Almost in the blink of an eye, the political chemistry of Bengal is changing. The Communist Party of India-Marxist (CPI-M), which should have legitimately stepped into the vacant opposition space, has gone into deep hibernation. In the aftermath of the Left Front’s humiliating defeat in the 2011 assembly polls, many had ditched the Left and sought succor in Trinamool. Now they are shifting base again — this time to the BJP.

Indeed, the emergence of the BJP—under Narendra Modi— in Bengal in the past year, has further blurred the already tangled lines of political loyalties in the state. The exodus of activists from both the Trinamool and CPI-M to the BJP could also now manifest even among the top Trinamool echelons. Speculation is already gaining ground in Bengal that Manjul Krishna Thakur is going to be followed by others. There is even speculation that Mukul Roy, in trying to save his own skin, is currying favour with the BJP. Even if that turns out to be idle gossip, there is just no denying that Trinamool supporters and activists are greedily eyeing greener pastures on the other side.

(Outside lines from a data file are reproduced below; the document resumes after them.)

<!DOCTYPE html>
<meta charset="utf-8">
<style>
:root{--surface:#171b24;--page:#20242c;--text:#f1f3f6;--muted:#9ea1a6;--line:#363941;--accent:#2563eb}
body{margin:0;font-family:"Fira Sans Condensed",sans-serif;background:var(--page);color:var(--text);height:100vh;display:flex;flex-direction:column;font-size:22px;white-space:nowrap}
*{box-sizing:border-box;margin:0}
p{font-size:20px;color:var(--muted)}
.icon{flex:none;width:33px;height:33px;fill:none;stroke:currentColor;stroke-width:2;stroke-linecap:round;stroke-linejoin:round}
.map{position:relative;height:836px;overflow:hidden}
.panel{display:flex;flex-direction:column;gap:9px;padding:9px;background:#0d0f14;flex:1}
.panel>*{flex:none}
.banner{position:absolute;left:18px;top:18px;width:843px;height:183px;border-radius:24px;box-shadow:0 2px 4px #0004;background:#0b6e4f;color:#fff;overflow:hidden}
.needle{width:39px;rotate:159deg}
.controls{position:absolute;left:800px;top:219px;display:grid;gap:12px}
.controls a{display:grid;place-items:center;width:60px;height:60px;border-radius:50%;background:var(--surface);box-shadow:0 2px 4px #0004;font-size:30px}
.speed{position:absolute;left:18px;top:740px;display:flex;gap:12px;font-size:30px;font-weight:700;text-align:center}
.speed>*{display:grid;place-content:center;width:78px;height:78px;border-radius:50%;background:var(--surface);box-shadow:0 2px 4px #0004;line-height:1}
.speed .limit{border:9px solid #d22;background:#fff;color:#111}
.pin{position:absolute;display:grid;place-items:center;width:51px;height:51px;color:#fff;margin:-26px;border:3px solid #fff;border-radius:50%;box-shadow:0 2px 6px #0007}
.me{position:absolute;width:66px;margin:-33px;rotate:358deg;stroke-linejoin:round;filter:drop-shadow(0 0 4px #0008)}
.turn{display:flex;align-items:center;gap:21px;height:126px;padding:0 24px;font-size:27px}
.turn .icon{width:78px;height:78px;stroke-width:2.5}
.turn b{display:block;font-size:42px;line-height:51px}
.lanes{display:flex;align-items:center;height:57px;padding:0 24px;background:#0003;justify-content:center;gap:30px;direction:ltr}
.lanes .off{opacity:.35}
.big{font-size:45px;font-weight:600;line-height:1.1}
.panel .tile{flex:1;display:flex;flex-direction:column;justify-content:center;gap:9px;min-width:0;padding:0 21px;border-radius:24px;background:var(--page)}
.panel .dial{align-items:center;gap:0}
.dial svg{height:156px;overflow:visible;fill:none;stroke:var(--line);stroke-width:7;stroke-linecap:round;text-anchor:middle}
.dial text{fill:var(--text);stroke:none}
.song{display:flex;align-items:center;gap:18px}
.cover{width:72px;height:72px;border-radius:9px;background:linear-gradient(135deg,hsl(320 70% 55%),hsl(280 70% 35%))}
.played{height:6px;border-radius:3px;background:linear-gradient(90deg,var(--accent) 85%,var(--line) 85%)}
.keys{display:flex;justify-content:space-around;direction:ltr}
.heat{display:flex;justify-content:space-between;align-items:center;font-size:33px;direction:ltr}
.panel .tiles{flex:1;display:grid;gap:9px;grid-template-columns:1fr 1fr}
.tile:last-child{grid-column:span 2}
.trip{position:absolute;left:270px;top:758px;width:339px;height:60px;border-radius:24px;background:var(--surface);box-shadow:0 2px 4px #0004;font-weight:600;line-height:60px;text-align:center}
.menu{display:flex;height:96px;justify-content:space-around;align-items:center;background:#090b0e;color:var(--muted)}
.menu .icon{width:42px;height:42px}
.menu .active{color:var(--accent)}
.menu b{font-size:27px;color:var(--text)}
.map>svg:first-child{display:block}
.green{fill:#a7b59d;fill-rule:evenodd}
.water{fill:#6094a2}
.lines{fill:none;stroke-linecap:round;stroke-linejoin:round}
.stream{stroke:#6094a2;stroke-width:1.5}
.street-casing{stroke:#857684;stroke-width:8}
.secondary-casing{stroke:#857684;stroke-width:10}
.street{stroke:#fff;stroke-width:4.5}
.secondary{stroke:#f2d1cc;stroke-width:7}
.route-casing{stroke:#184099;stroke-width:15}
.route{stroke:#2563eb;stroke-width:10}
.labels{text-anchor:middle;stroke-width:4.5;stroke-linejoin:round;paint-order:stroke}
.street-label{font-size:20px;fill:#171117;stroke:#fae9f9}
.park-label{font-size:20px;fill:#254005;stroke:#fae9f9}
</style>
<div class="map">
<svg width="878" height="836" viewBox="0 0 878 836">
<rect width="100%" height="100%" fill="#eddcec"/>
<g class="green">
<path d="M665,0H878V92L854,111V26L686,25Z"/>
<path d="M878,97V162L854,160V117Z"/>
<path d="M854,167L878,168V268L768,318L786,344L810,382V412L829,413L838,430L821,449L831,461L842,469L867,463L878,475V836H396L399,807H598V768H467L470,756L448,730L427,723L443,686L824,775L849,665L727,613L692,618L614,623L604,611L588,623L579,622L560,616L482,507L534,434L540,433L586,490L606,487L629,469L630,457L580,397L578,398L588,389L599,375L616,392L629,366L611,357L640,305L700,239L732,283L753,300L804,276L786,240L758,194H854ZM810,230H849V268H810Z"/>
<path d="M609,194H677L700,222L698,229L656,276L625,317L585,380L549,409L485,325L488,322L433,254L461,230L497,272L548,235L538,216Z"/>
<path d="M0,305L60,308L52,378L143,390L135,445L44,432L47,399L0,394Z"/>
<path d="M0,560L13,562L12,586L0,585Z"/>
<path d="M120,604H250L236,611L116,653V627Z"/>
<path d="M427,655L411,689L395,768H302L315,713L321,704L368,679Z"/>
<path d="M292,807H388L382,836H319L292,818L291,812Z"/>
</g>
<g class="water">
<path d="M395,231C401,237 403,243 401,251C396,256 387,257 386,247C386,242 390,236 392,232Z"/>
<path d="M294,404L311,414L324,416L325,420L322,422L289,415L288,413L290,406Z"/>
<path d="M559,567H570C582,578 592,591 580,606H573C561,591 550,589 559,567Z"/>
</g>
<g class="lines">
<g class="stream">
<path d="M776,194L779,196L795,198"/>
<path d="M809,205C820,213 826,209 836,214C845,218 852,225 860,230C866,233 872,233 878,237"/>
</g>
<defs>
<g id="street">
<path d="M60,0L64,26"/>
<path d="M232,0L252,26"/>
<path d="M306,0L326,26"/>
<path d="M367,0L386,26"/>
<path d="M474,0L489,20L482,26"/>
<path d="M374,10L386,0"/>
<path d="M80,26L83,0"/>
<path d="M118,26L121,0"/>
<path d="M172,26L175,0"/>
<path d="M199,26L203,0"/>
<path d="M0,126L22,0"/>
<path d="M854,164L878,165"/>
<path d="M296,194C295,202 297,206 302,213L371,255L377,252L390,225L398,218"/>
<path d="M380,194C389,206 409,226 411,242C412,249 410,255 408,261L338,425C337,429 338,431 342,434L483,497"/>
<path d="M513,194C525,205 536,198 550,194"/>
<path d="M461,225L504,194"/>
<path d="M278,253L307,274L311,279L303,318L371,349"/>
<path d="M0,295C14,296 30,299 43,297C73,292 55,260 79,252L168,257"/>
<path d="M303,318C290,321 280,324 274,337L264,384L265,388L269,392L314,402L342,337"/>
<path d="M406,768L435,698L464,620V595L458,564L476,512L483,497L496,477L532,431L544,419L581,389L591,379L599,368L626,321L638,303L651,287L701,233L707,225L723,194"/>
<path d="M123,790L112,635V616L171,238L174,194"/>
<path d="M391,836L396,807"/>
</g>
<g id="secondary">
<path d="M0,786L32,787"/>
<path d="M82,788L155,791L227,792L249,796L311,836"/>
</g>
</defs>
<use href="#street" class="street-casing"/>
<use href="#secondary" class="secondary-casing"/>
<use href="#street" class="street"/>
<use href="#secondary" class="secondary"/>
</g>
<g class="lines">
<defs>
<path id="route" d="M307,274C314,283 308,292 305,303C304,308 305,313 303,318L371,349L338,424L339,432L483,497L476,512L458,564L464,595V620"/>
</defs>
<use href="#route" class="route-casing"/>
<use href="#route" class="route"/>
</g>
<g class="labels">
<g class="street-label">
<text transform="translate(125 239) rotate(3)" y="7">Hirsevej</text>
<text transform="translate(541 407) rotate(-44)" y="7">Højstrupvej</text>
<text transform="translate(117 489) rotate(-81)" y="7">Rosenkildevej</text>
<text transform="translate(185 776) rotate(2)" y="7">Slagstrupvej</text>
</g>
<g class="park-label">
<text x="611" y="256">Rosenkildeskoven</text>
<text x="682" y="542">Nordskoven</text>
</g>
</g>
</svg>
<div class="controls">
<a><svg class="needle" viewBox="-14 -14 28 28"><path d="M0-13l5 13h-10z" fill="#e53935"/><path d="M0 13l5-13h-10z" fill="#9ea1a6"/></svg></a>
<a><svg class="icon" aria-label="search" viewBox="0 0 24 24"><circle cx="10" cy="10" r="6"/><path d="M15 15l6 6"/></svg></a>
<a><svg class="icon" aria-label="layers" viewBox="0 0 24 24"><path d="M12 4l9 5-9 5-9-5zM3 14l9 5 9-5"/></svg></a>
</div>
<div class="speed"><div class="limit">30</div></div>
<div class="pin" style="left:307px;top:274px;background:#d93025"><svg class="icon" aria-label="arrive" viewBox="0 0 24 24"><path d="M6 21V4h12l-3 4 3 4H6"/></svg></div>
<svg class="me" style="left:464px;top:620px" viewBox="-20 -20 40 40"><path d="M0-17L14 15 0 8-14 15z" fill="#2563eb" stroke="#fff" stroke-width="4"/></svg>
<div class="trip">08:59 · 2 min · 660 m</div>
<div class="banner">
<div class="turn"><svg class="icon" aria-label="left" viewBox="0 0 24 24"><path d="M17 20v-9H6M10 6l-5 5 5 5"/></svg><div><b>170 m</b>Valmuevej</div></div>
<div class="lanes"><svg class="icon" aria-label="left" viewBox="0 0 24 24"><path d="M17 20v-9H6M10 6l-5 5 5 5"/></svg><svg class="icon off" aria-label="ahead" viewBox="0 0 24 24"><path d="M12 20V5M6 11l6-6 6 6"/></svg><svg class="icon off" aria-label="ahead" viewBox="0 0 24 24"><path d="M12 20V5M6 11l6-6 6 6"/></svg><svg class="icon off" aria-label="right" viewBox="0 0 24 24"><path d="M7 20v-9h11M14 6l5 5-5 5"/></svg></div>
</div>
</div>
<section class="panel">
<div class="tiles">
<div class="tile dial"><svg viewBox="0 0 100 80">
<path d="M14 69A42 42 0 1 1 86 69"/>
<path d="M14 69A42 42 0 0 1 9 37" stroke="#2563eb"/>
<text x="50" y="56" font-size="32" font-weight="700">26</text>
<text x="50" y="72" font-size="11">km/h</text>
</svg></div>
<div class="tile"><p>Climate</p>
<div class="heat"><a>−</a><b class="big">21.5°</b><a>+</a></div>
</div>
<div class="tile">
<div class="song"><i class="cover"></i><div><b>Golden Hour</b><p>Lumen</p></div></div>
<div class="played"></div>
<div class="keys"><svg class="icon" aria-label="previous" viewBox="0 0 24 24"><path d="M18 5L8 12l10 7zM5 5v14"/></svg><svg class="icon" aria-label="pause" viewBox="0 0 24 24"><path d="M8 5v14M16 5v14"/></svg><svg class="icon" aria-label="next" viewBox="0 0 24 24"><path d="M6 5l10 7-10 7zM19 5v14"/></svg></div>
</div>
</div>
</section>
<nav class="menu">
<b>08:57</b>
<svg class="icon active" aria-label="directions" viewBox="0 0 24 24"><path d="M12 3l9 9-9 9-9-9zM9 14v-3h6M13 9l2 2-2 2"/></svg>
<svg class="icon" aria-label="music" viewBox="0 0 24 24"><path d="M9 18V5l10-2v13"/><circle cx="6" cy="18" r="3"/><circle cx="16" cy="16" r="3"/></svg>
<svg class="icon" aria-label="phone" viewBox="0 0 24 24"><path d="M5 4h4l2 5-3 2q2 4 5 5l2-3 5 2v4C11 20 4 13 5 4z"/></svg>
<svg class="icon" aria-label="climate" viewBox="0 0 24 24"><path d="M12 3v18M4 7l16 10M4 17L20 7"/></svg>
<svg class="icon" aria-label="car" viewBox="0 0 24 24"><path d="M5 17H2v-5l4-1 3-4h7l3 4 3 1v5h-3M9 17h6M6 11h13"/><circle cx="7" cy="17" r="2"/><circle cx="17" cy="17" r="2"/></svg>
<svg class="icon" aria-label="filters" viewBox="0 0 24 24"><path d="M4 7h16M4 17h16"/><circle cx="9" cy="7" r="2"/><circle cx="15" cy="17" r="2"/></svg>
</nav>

The BJP wants and needs Bengal under its belt. It would like to flaunt the state’s conquest as a symbol of the party’s rising acceptance and popularity under the leadership of Narendra Modi, who continues to be a polarising figure. Bengal is an important cog in the BJP’s electoral machine.

However, not all is going as planned. The party’s strategy of linking the Saradha scam money to the funding of terrorists recently ran into controversy generated by the BJP’s own minister. Three days after BJP president Amit Shah alleged, at a public rally in Kolkata, that Saradha money had been used to fund terror, union minister Jitendra Singh told the Lok Sabha that investigators had found no such link.

But Bengal is getting restless with its old political protagonists. The new player promises not only development—whatever that may stand for—but also a kind of polarising politics that the state has deliberately kept at bay since the days of Partition in the 1940s. The road ahead is unclear, but restlessness can have many outcomes, not all of them equally desirable.


Monobina Gupta is a senior journalist and author based in New Delhi.